No. 2: Henry Fleming, civil servant, age about 69

Born: about 1812, apparently in Birmingham. His exact age was something of a mystery to his social circle.

Married: Never.

Died: 1876, age about 74

Occupation: Lifelong civil servant, mainly as Permanent Secretary to the Poor Law Board where it appears he was not particularly effective. He was more successful socially. Known as "The Flea", his role from at least the 1840s was literally to spread gossip strategically in political and intellectual circles. He knew Prime Ministers Palmerston, Gladstone and Disraeli, and was described a few times in the letters of Thomas Carlyle. He introduced the painter George Frederic Watts to the much younger beauty, Virginia Pattle, at a party given by Lady Holland. It goes on and on.
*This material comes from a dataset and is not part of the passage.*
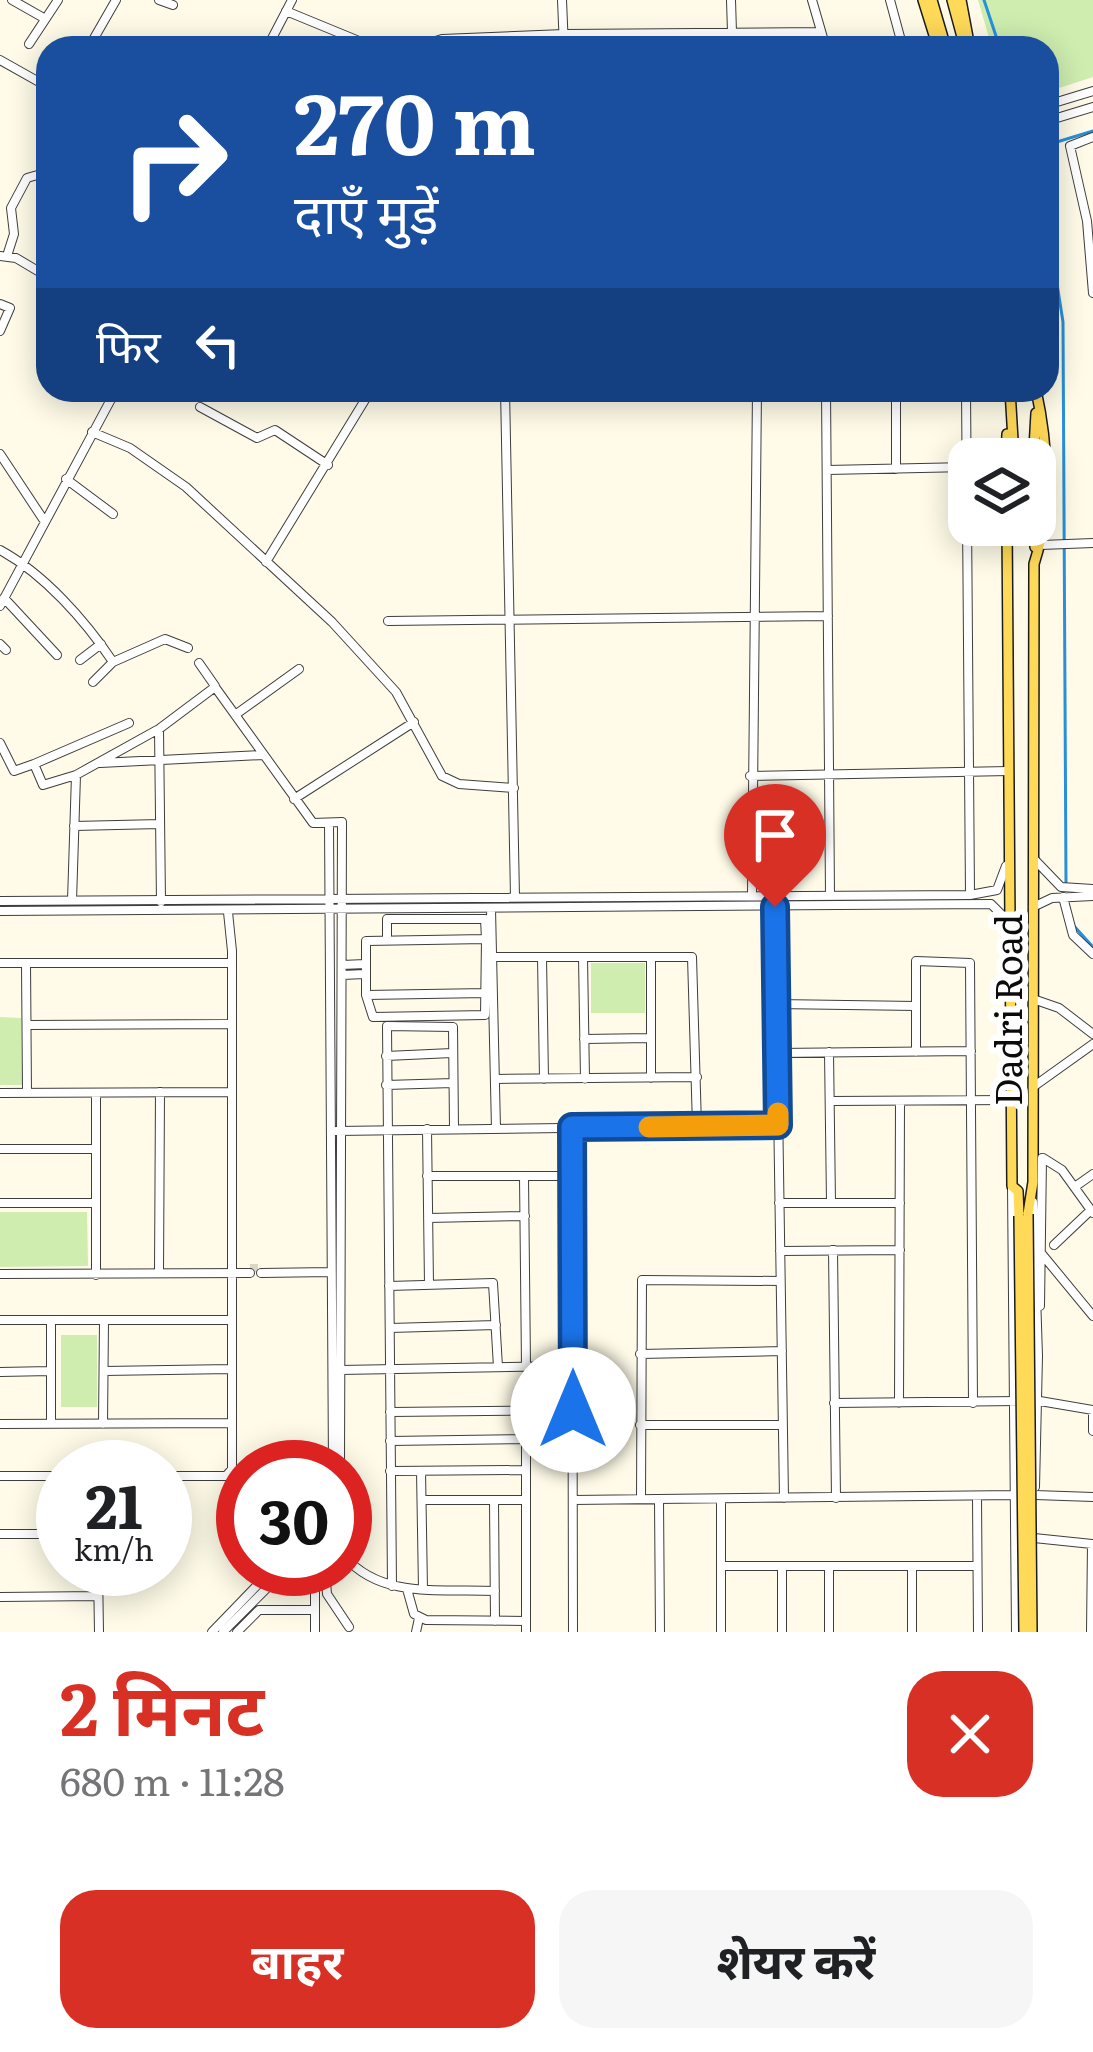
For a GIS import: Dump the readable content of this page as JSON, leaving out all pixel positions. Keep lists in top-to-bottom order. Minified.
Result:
{"streets":{"main road":["Dadri Road"]},"page":{"turn":["270 m","दाएँ मुड़ें"],"then":"फिर","speed":"21 km/h","limit":"30","heading":["2 मिनट","680 m · 11:28"],"buttons":["बाहर","शेयर करें"]}}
Highest honour: Nothing official I'm afraid.

Value of estate: Less than £3,000. In 2008 terms, either £210,000, or £1.560 million, depending on the computation method used.

Parents: Irish army officer Captain Valentine Fleming of Tuam, County Galway, and Catherine Emma Gowan, whose father was a notorious anti-Catholic, Hunter Gowan. One of Catherine's half-brothers, Ogle Gowan, started the Orange Lodge in Canada.

Siblings: Sir Valentine Fleming, a lawyer (as was Henry, though he didn't practice), Chief Justice of Tasmania; James Fleming, also a lawyer, and Chancellor of the Palatinate of Durham. James's eldest son, Frances Fleming, was Governor of Antigua, and of Hong Kong, among other postings, including service in Africa. Henry also had a sister, Emma, of whom I have seen very little.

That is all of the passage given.